The company plans to expand operations at West Point and Sebastopol, Miss. facilities, and in Pocahontas, Ark. Those plants have the capability to expand value-added product lines and meet rising demands for customer-driven, innovative foods. The repositioning takes industry trends into account, shifting production based on customer feedback and consumer habits, Peco officials said.
“Since Peco’s beginnings as a family-owned company 83 years ago, the industry has drastically shifted,” said Peco Foods Chief Operating Officer Bill Griffith. “By streamlining our operations, we can continue building a sustainable company that will support the families and communities of our team members and customers for years to come. The decisions announced today – each carefully considered – will position Peco strongly for future growth and industry leadership.”
Customer feedback and prevailing economic conditions made the moves necessary, according to the company. How many workers could be impacted by the moves was not released, or how much the change in operations might cost.
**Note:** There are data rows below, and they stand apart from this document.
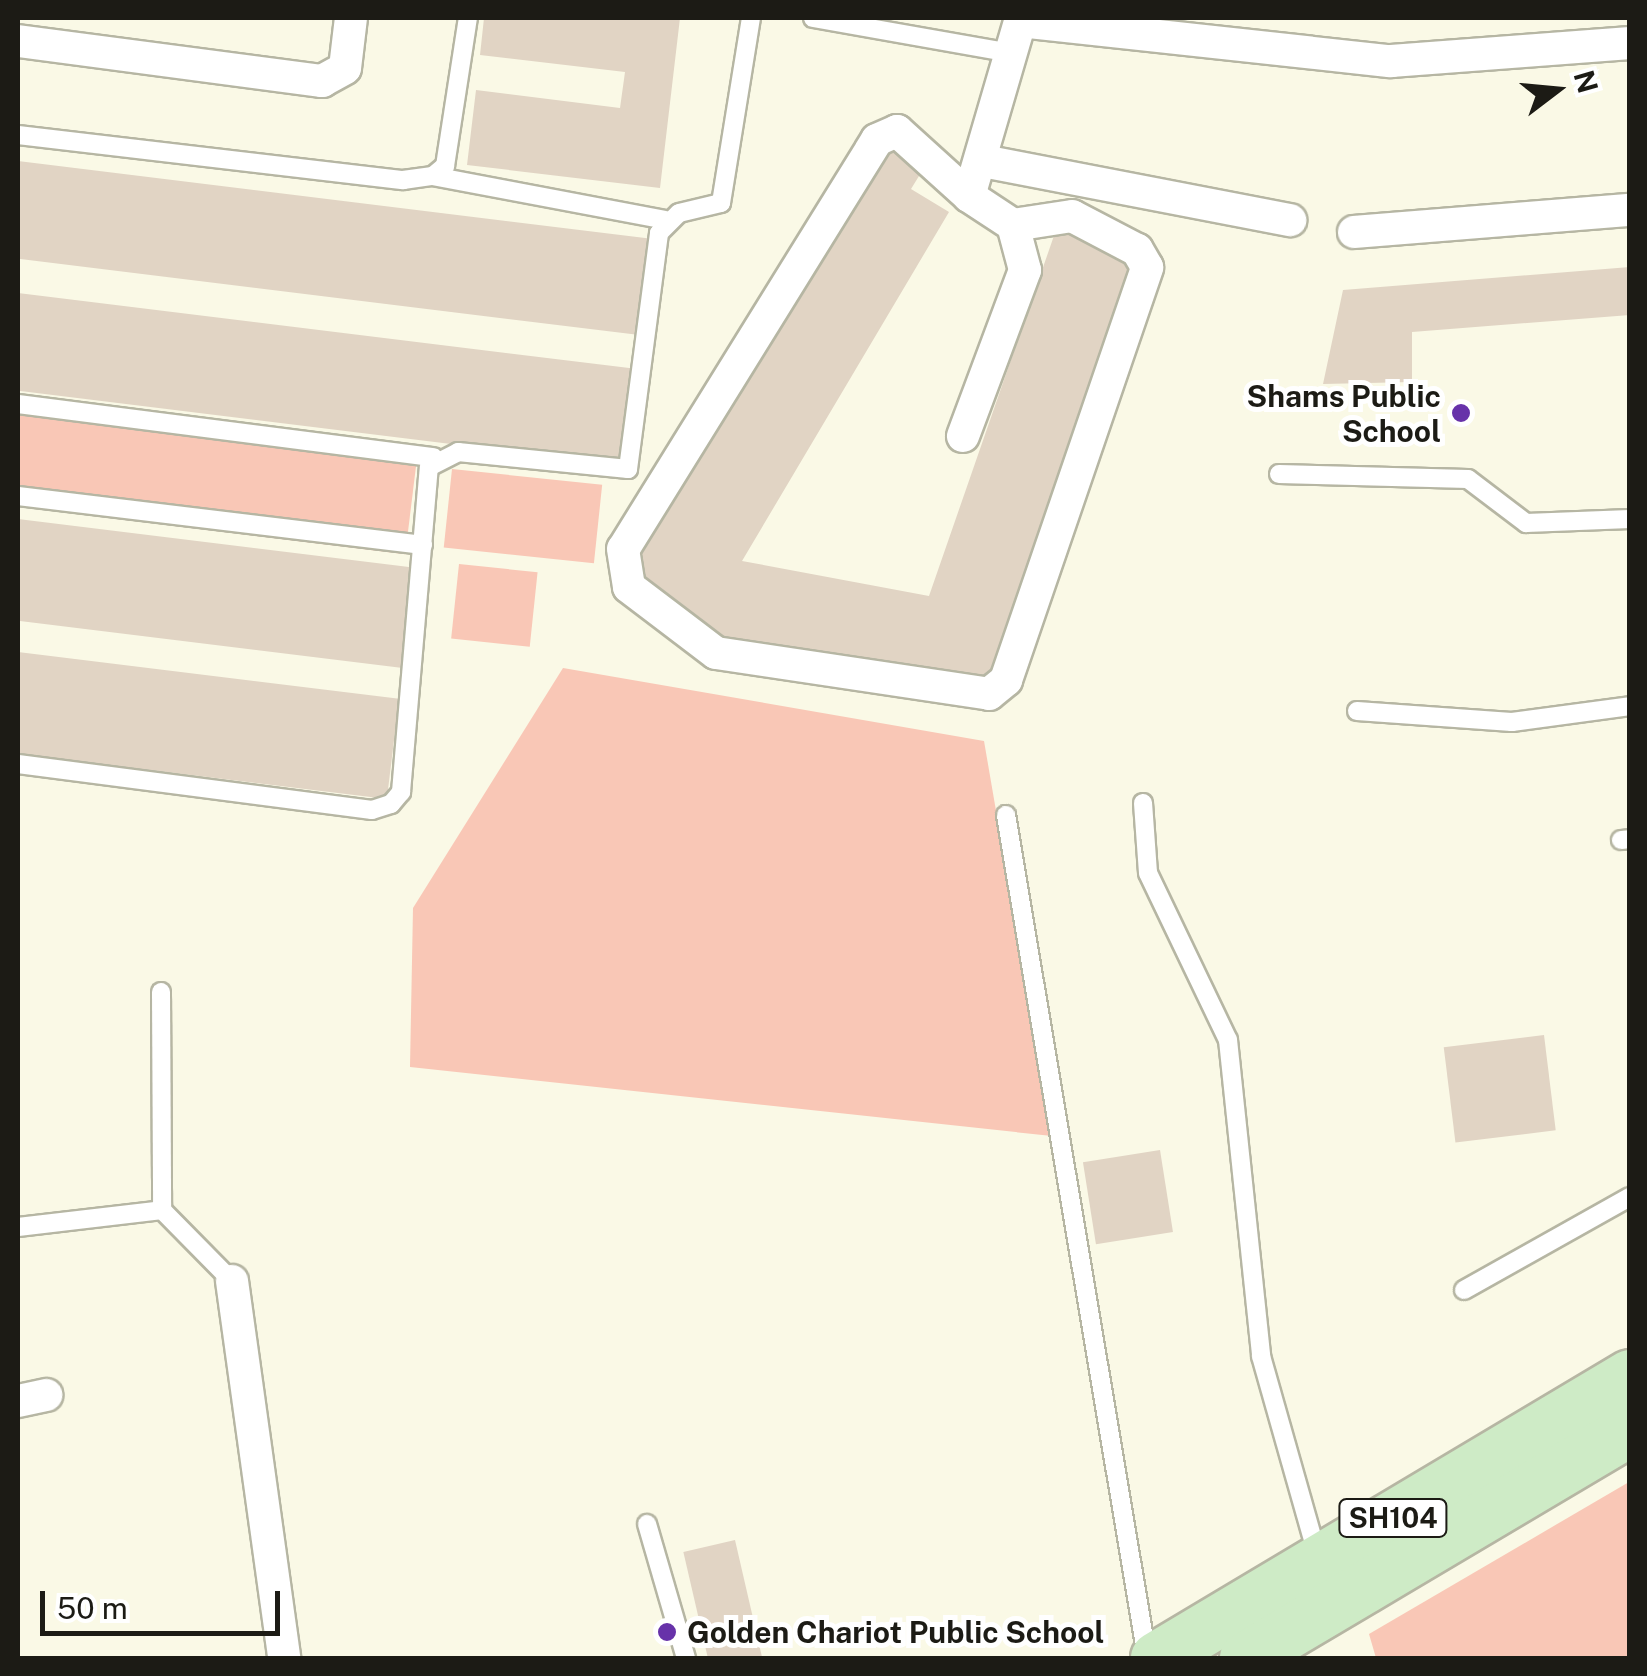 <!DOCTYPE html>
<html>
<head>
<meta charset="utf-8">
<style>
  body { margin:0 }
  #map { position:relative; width:1647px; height:1676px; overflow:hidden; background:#faf9e6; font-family:"Public Sans",sans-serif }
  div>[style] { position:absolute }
  .green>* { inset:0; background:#f9c7b6; transform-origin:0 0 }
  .building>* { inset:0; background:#e1d4c4; transform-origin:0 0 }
  .roads { filter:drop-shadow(2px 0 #b6b6a3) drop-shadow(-2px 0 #b6b6a3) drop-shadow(0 2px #b6b6a3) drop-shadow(0 -2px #b6b6a3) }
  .lane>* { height:18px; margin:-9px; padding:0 9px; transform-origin:9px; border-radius:9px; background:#fff }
  .street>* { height:32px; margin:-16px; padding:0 16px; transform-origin:16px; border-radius:16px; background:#fff }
  .primary>* { height:52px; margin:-26px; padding:0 26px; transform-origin:26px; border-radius:26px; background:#ceebc6 }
  .dots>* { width:28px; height:28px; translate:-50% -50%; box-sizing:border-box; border:5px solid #fff; border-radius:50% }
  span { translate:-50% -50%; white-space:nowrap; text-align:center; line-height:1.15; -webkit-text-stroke:10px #fff; paint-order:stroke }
  .shield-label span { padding:2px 8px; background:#fff; border:2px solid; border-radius:8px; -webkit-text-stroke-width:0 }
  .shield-label { font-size:28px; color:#1c1b15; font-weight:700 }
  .poi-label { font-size:30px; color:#1c1b15; font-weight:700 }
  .right { translate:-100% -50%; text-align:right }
  .left { translate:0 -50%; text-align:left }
  .frame { position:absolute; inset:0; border:20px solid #1c1b15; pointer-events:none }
  .north { position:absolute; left:1507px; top:40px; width:100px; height:100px; -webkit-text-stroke:8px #fff; paint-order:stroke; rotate:74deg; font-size:28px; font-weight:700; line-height:40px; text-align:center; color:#1c1b15 }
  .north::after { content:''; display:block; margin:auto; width:35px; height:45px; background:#1c1b15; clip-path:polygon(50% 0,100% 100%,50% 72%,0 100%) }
  .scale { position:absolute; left:40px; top:1591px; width:240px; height:45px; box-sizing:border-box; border:5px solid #1c1b15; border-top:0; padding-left:12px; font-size:30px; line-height:35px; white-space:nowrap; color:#1c1b15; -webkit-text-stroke:8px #fff; paint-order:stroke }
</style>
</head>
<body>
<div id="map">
  <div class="green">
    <i style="left:18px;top:401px;width:403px;height:105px;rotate:7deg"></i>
    <i style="left:452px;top:469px;width:151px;height:79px;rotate:6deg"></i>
    <i style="left:459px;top:564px;width:79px;height:75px;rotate:6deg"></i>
    <i style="clip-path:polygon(563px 668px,984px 741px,1052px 1136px,410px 1067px,413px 908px)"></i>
    <i style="clip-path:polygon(1629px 1482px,1629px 1658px,1376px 1658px,1369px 1634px)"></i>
  </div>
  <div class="building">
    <i style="clip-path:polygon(484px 18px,680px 18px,660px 188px,467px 165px,476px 90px,620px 108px,625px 72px,480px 55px)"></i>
    <i style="clip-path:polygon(888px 139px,927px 163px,911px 189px,949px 212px,742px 561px,929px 596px,1057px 227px,1140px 261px,991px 683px,737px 650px,630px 573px)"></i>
    <i style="left:18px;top:161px;width:638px;height:97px;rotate:7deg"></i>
    <i style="clip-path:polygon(1630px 267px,1630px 315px,1412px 332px,1412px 382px,1323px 384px,1343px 290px)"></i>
    <i style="left:18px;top:293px;width:620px;height:97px;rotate:7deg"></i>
    <i style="left:18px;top:519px;width:400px;height:101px;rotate:7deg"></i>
    <i style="left:18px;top:652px;width:384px;height:101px;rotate:7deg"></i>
    <i style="left:1544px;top:1035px;width:96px;height:101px;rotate:83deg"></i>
    <i style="left:1160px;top:1150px;width:83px;height:78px;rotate:81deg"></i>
    <i style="left:735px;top:1540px;width:121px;height:53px;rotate:77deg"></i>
  </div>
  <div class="roads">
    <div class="lane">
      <i style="left:813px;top:18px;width:202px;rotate:10deg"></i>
      <i style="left:18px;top:135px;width:388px;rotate:6.7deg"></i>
      <i style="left:403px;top:180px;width:30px;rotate:-8deg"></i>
      <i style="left:433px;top:176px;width:16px;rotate:-40deg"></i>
      <i style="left:445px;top:166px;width:150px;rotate:-81.2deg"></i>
      <i style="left:433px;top:176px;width:236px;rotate:10.7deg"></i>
      <i style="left:18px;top:404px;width:419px;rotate:7.3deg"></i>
      <i style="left:1279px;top:474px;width:189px;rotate:1.5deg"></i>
      <i style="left:1468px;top:479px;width:73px;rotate:37.2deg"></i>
      <i style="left:1526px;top:523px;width:104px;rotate:-2.2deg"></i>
      <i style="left:18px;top:496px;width:408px;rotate:6.9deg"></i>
      <i style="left:1357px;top:711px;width:155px;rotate:4.1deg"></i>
      <i style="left:1512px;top:722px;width:119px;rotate:-7.7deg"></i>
      <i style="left:18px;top:764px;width:357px;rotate:7.4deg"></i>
      <i style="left:372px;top:810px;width:20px;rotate:-18deg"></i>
      <i style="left:391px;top:804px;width:16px;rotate:-50deg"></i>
      <i style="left:401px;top:792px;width:326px;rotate:-85.1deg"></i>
      <i style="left:429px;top:467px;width:33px;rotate:-27deg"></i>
      <i style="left:458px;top:452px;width:171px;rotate:5.7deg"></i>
      <i style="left:628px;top:469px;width:238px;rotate:-82.5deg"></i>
      <i style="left:659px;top:233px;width:28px;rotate:-45deg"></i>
      <i style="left:679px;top:213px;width:43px;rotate:-13.4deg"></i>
      <i style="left:721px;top:203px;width:187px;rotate:-80.8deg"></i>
      <i style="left:1143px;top:803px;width:70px;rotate:85.9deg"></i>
      <i style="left:1148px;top:873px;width:185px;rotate:64.4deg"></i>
      <i style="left:1228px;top:1040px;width:318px;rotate:84deg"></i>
      <i style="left:1261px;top:1356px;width:206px;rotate:74.2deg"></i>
      <i style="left:1006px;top:815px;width:854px;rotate:80.49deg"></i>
      <i style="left:1621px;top:840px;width:9px;rotate:-6deg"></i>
      <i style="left:161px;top:992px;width:218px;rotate:89.7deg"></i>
      <i style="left:162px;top:1210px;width:100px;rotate:45.4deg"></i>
      <i style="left:18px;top:1227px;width:145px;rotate:-6.7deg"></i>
      <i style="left:1464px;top:1290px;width:190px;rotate:-29.3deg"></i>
      <i style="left:647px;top:1524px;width:140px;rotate:73.8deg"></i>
    </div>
    <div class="street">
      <i style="left:1020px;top:21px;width:373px;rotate:6.2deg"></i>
      <i style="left:1391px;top:61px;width:240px;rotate:-4.3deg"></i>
      <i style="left:18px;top:41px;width:307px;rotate:7.5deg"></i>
      <i style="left:322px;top:81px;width:26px;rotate:-29deg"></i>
      <i style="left:345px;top:68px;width:50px;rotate:-83.2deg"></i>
      <i style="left:983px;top:161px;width:313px;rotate:10.9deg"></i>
      <i style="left:969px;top:196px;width:97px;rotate:-137.9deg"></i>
      <i style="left:897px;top:131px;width:22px;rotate:156deg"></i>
      <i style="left:877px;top:140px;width:481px;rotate:121.8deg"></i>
      <i style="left:623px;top:549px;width:38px;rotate:81deg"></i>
      <i style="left:629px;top:587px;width:109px;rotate:37.2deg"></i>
      <i style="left:716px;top:653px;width:276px;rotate:8.5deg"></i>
      <i style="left:989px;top:694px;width:22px;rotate:-39deg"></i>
      <i style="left:1006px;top:680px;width:436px;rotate:-71.1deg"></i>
      <i style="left:1147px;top:267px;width:20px;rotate:-120deg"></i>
      <i style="left:1137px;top:250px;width:73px;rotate:-152.4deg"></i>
      <i style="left:1072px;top:216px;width:60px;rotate:171.3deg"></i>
      <i style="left:1013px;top:225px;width:53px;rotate:-146.6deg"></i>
      <i style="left:969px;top:196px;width:185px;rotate:-73.7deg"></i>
      <i style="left:1354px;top:232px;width:277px;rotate:-4.6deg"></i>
      <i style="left:963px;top:436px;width:177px;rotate:-69.5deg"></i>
      <i style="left:1025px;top:270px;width:47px;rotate:-104.9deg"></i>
      <i style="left:232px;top:1281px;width:381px;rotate:82.1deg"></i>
      <i style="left:18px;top:1401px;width:29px;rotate:-12deg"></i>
    </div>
    <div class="primary">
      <i style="left:1157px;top:1658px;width:551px;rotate:-30.8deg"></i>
      <i style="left:1246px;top:1658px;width:447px;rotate:-30.7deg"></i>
    </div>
  </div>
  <div class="dots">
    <i style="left:1461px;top:413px;background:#6732a9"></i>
    <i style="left:667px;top:1632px;background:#6732a9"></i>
  </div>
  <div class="shield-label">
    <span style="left:1393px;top:1518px">SH104</span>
  </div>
  <div class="poi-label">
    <span class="right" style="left:1441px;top:413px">Shams Public<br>School</span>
    <span class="left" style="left:687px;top:1632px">Golden Chariot Public School</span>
  </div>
  <div class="frame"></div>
  <div class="north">N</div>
  <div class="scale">50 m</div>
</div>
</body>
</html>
“By growing strategically, we can continue attracting and retaining the brightest in the industry and contributing to economic development across our footprint,” said Peco Chief Executive Officer Mark Hickman. “We are thankful for the community support we’ve received over the years and look forward to impacting the region as a growing, thriving company employing thousands.”
With early beginnings as a small hatchery and feed mill, Peco has grown into an industry leader employing 7,000 people throughout Alabama, Arkansas and Mississippi.
In 2014, Peco announced it would build a poultry processing plant and a hatchery in Pocahontas and a $35 million feed mill in Corning. The projected payroll for the entire operation was set at about $20 million per year. Any dollar added to a local economy turns over 6.5 times, according to some economic metrics.
The 272,000-square-foot plant cost $165 million to build. It was built on 200 acres in the Pocahontas industrial park.
The benefits go beyond the workers hired at the plant, hatchery, and feed mill. At least 1,000 chicken houses have been contracted in the region to provide chickens to the processing plant.
Scores of truckers move the chickens and feed, and it has secondary economic benefits such as providing more fuel, restaurants, and other customers in the region.
Tuscaloosa, Ala.-based Peco Foods is the eighth largest poultry producer in the U.S., according to the National Poultry and Food Distributors Association. The company began its Arkansas operations in 2011 when it opened a poultry processing plant in Batesville, and then opened a feed mill in nearby Newark.